Die Annahme der Anklageschrift durch das Gericht gilt als Formsache. Imamoglu ist ein aussichtsreicher Herausforderer von Präsident Erdogan.

Eine Frau hält eine türkische Flagge und ein Plakat mit der Aufschrift „Freiheit für Imamoglu“ während einer von der größten Oppositionspartei des Landes, der Republikanischen Volkspartei (CHP), organisierten Demonstration gegen die Inhaftierung des Istanbuler Bürgermeisters Ekrem Imamoglu in Istanbul, Türkei, am 7. Mai 2025.

Vor rund 100 Tagen wurde der Bürgermeister von Istanbul und Oppositionspolitiker İmamoğlu wegen Korruptionsvorwürfen festgenommen. Nun ruft seine Partei erneut zu Protesten auf.

01.07.2025 | 1:31 min

Imamoglu: CHP-Anwalt erwartet Freispruch

Der Sender CNN Türk berichtete, die Anklageschrift sei 3.900 Seiten lang und umfasse insgesamt 402 Verdächtige. Ein Anwalt der Partei Imamoglus sagte der Deutschen Presse-Agentur, die Anschuldigungen seien völlig haltlos. Er erwarte einen Freispruch am Ende des Verfahrens.

Imamoglu war im März unter Terror- und Korruptionsvorwürfen festgenommen und als Bürgermeister abgesetzt worden. Er sitzt seitdem in Untersuchungshaft.

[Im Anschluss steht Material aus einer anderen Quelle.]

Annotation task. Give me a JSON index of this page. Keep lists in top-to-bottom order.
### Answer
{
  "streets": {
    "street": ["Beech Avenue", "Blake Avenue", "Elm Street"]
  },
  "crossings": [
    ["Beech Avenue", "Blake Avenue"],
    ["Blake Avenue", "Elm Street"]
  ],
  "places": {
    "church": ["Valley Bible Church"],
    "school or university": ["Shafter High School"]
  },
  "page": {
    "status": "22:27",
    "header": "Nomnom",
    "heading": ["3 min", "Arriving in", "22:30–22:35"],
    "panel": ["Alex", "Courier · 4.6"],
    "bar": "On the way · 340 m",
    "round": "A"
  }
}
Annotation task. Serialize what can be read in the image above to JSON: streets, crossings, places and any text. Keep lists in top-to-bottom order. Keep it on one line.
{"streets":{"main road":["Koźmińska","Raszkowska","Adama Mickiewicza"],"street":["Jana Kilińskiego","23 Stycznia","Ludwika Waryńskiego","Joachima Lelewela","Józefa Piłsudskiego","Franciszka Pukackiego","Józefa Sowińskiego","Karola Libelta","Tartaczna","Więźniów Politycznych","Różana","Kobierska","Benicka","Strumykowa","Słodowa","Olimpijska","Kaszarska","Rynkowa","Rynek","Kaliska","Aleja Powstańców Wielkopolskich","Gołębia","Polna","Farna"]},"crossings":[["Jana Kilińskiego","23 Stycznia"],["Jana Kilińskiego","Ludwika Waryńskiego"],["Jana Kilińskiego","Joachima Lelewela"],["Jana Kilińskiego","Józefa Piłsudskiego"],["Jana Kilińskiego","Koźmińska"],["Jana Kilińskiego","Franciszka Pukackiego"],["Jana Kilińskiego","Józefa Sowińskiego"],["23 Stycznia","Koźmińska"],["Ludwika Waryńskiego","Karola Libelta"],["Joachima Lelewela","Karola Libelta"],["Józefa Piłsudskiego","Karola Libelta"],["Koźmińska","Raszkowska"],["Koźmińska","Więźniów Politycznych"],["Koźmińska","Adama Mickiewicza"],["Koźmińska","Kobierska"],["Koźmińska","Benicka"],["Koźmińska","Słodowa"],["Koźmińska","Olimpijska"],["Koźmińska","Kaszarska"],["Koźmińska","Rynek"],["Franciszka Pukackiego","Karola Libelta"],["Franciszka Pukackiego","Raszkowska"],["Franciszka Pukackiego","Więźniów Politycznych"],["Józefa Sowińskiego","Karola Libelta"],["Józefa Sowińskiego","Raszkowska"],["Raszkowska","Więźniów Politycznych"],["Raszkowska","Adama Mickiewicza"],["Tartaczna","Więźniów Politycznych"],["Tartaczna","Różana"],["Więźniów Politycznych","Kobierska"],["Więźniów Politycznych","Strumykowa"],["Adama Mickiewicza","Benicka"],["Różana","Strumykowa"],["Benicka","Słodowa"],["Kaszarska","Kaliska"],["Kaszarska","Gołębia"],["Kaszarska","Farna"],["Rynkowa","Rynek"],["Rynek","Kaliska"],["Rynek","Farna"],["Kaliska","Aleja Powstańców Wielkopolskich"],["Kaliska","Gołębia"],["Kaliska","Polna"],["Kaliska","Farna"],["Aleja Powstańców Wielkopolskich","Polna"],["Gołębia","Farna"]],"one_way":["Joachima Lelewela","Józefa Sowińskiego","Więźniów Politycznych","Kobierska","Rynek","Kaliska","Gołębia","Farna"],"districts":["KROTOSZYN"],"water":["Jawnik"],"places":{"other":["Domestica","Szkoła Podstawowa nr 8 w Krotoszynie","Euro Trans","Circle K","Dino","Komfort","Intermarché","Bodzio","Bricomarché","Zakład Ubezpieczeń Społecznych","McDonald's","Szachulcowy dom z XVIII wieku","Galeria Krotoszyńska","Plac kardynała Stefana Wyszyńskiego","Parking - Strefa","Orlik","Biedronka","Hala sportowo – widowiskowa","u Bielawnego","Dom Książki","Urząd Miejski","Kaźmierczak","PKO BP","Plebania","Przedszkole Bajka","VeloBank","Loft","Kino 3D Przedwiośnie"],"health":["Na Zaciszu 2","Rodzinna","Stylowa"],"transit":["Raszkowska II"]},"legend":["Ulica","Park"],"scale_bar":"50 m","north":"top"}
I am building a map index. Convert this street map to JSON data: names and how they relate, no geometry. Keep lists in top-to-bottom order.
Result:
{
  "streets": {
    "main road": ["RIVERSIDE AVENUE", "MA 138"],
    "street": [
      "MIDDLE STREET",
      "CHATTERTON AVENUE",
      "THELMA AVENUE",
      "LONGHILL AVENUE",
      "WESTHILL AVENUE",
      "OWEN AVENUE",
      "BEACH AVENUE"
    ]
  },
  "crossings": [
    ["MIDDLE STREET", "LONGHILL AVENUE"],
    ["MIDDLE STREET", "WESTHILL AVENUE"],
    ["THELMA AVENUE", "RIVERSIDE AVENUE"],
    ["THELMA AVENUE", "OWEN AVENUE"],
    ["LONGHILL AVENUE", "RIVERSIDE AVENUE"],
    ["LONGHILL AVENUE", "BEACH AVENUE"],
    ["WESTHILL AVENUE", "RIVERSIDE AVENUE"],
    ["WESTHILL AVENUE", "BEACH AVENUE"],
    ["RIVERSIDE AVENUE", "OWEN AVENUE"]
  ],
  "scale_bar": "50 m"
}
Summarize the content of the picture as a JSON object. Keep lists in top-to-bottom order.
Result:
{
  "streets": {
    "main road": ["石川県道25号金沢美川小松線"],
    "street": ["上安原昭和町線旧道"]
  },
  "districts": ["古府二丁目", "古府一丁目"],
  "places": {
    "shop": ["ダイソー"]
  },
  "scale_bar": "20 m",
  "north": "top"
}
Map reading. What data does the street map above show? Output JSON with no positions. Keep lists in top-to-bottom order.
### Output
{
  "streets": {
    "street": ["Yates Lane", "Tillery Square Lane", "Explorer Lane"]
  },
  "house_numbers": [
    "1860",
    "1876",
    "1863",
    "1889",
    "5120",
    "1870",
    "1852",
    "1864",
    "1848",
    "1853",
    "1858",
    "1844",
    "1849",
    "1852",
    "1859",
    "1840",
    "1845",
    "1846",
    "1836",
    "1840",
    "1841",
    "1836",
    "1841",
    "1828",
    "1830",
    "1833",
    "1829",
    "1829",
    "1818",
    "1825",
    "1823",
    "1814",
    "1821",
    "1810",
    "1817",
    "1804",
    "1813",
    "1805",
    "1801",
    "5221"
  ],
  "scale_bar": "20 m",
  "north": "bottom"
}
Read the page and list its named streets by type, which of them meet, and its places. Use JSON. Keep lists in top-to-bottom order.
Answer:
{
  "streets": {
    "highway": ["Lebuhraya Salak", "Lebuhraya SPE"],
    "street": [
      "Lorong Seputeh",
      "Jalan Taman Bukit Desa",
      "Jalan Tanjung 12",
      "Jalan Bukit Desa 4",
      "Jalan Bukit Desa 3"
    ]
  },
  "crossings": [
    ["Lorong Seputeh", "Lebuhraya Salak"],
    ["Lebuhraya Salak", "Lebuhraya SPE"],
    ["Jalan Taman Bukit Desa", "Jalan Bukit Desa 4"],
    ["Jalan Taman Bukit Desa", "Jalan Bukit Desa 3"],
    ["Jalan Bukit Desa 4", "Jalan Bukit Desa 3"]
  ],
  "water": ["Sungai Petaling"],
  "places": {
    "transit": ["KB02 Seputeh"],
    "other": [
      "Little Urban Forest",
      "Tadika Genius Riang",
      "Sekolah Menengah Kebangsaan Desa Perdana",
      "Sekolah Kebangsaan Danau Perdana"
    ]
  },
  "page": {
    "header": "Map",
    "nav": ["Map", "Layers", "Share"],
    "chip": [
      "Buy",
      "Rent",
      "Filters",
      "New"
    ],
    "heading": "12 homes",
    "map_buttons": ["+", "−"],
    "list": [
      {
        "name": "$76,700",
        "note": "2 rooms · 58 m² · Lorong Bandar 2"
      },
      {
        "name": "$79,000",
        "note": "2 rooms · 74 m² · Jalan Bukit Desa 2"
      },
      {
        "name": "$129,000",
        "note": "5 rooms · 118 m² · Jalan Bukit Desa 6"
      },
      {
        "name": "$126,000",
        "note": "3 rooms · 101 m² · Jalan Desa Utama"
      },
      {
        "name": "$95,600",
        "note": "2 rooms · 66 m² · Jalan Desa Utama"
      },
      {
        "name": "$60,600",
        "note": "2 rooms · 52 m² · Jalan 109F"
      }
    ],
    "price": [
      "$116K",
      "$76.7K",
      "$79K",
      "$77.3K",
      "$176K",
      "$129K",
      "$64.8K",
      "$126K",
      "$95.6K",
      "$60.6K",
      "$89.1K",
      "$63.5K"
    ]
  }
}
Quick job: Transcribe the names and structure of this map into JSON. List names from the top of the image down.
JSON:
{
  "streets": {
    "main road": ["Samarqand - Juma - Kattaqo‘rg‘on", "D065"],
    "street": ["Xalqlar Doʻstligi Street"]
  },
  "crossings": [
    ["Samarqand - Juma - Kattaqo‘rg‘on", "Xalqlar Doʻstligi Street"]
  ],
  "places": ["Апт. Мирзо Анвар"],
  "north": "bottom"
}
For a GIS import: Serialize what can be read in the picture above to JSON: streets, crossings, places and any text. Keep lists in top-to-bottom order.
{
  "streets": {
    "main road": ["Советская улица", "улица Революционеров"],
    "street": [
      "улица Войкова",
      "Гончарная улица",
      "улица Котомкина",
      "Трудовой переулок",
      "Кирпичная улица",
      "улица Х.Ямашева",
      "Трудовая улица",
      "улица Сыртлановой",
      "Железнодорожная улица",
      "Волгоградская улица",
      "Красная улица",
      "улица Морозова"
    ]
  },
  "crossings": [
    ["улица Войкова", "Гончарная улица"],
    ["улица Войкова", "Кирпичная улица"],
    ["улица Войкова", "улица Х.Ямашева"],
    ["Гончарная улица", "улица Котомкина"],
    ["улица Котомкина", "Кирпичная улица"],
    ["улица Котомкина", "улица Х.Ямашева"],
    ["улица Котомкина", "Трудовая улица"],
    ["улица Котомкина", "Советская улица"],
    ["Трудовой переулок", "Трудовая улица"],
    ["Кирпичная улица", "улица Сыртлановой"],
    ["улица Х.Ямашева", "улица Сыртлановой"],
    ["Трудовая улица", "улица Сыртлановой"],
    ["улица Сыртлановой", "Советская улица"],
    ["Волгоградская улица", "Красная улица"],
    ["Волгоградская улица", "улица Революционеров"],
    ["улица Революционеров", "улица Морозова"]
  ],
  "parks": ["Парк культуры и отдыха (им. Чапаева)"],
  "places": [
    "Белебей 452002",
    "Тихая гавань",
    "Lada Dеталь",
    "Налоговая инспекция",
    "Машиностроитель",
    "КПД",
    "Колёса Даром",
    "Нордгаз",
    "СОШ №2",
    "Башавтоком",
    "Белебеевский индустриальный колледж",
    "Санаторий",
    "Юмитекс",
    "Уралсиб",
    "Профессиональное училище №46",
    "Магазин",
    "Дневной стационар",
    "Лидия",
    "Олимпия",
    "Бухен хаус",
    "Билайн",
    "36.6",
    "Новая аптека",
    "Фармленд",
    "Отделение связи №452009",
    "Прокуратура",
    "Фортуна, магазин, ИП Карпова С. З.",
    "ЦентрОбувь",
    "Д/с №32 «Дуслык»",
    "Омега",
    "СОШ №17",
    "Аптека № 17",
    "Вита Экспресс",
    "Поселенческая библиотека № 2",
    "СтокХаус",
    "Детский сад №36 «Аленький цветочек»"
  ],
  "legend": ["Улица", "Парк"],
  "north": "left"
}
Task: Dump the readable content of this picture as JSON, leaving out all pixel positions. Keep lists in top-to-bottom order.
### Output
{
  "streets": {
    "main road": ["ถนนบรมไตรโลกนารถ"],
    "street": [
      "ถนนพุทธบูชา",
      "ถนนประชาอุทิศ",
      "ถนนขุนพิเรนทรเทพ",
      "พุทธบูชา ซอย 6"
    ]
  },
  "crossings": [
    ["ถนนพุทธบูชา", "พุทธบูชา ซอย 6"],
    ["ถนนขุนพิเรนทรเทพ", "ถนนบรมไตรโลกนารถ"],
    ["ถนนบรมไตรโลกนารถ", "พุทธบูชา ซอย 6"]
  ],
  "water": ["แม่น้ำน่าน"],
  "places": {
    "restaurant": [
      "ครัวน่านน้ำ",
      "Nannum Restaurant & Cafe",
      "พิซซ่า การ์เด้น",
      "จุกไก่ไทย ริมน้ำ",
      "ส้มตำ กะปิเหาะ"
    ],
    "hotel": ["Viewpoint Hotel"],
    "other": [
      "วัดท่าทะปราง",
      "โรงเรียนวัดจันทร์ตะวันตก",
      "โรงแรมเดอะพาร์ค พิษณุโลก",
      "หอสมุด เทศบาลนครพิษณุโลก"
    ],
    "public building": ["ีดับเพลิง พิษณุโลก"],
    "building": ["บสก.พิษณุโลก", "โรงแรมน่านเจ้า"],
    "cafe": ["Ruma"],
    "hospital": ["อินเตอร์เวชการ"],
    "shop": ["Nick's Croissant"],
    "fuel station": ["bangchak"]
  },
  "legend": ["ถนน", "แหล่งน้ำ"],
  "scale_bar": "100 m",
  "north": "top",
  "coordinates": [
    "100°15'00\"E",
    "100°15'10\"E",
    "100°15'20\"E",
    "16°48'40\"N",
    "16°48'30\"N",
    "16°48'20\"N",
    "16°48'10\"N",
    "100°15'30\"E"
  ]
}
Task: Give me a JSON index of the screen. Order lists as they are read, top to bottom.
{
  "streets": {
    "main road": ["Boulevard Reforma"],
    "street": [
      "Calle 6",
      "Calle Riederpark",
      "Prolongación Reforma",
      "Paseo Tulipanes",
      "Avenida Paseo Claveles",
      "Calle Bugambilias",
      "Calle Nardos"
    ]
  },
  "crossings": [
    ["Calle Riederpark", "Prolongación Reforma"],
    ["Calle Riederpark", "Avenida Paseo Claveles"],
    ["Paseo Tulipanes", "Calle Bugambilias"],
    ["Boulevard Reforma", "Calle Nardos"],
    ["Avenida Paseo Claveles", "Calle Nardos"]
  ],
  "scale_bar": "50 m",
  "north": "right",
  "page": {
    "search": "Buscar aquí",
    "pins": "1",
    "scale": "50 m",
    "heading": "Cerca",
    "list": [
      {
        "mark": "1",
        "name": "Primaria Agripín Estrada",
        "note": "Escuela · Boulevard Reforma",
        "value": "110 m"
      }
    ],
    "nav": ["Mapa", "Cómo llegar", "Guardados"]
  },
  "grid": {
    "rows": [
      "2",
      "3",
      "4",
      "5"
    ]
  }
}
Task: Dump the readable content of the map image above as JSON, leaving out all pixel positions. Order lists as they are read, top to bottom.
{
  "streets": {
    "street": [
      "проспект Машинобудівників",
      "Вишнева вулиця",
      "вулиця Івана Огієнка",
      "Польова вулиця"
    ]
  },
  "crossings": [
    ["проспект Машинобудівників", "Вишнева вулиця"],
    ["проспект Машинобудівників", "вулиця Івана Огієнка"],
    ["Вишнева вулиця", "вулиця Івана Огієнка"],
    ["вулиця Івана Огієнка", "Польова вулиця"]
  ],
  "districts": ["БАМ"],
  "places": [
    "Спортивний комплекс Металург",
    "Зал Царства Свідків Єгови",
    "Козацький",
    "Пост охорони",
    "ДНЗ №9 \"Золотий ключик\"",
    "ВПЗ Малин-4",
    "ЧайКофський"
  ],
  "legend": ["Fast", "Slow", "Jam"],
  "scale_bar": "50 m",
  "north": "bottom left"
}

Hunderte CHP-Mitglieder verhaftet

Seither steht die säkular ausgerichtete CHP unter Druck. Bisher wurden Hunderte ihrer Mitglieder festgenommen und 17 ihrer Bürgermeister verhaftet. Die Regierung weist Kritik an dem Vorgehen zurück und nennt die Justiz im Land unabhängig. Internationale Organisationen und auch die EU-Kommission stellen dies allerdings infrage.

Der Politikwissenschaftler und Türkei-Experte Ismail Küpeli bezeichnet die Anklage gegen Imamoglu im ZDFheute-Interview als "eine politische Kampagne".

Es ist der Versuch, einen der beliebtesten und aussichtsreichsten Oppositionskandidaten durch solche Maßnahmen kaltzustellen.

Ismail Küpeli, Politikwissenschaftler

Demonstrierende Mneschen mit Plaketen und einigen Türkei-Flaggen

In Istanbul versammelten sich erneut hunderttausende Menschen, um für die Freilassung des abgesetzten Bürgermeisters Imamoglu zu demonstrieren.

29.03.2025 | 1:30 min

Experte: Erdogan will Rivalen "ausschalten"

Die Vorwürfe gegen den Oppositionspolitiker seien "weitgehend unbegründet". Während gegen viele Bürgermeister der Regierungspartei AKP trotz Korruptionsaffären nicht vorgegangen werde, "sehen wir in solchen Fällen keine Anklagen und keine Prozesse". Das zeige, so Küpeli weiter, "dass es sich hier eindeutig um eine politische Maßnahme handelt, um einen Oppositionspolitiker auszuschalten".

Nach Einschätzung des Politikwissenschaftlers reiht sich das Verfahren "in das insgesamt repressive Vorgehen der Regierung gegen die CHP" ein. In den vergangenen Monaten habe sich dieses Vorgehen weiter verschärft. Küpeli spricht von einem "Versuch Erdogans, sich mit illegitimen Mitteln an der Macht zu halten und den demokratischen Wettbewerb auszuschließen".

"CHP gerät immer stärker ins Visier"

Seit vielen Jahren versucht die Regierung, die Opposition durch Gerichtsprozesse, Anklagen und polizeiliche Maßnahmen zu schwächen.

Ismail Küpeli, Türkei-Experte

"Zunächst war die linke HDP betroffen, inzwischen gerät auch die CHP immer stärker ins Visier.“ Ziel sei es letztlich, "die Herrschaft Erdogans durch undemokratische Mittel wie den Missbrauch der Justiz abzusichern", so Küpeli.

heute journal - der Podcast mit Helene Reiner und Christian Sievers

Seit der Verhaftung des Istanbuler Oberbürgermeisters Ekrem İmamoğlu protestieren die Menschen in der Türkei. In dieser Folge geht es um die Wut einer ganzen Generation.

28.03.2025 | 39:34 min

Vorgehen gegen Imamoglu löste große Proteste aus

Das Vorgehen gegen den populären Politiker hatte die größten Proteste seit mehr als zehn Jahren in der Türkei ausgelöst. Imamoglu selbst bestreitet die Vorwürfe. Kritiker sehen das Vorgehen als gezielten Versuch der Regierung, die stärkste Oppositionspartei im Land auszuschalten.

Die Partei CHP war 2024 überraschend als landesweit stärkste Kraft aus den Kommunalwahlen hervorgegangen - was viele als mögliche Vorstufe zu einer Ablösung der AKP-Regierung von Präsident Erdogan deuteten.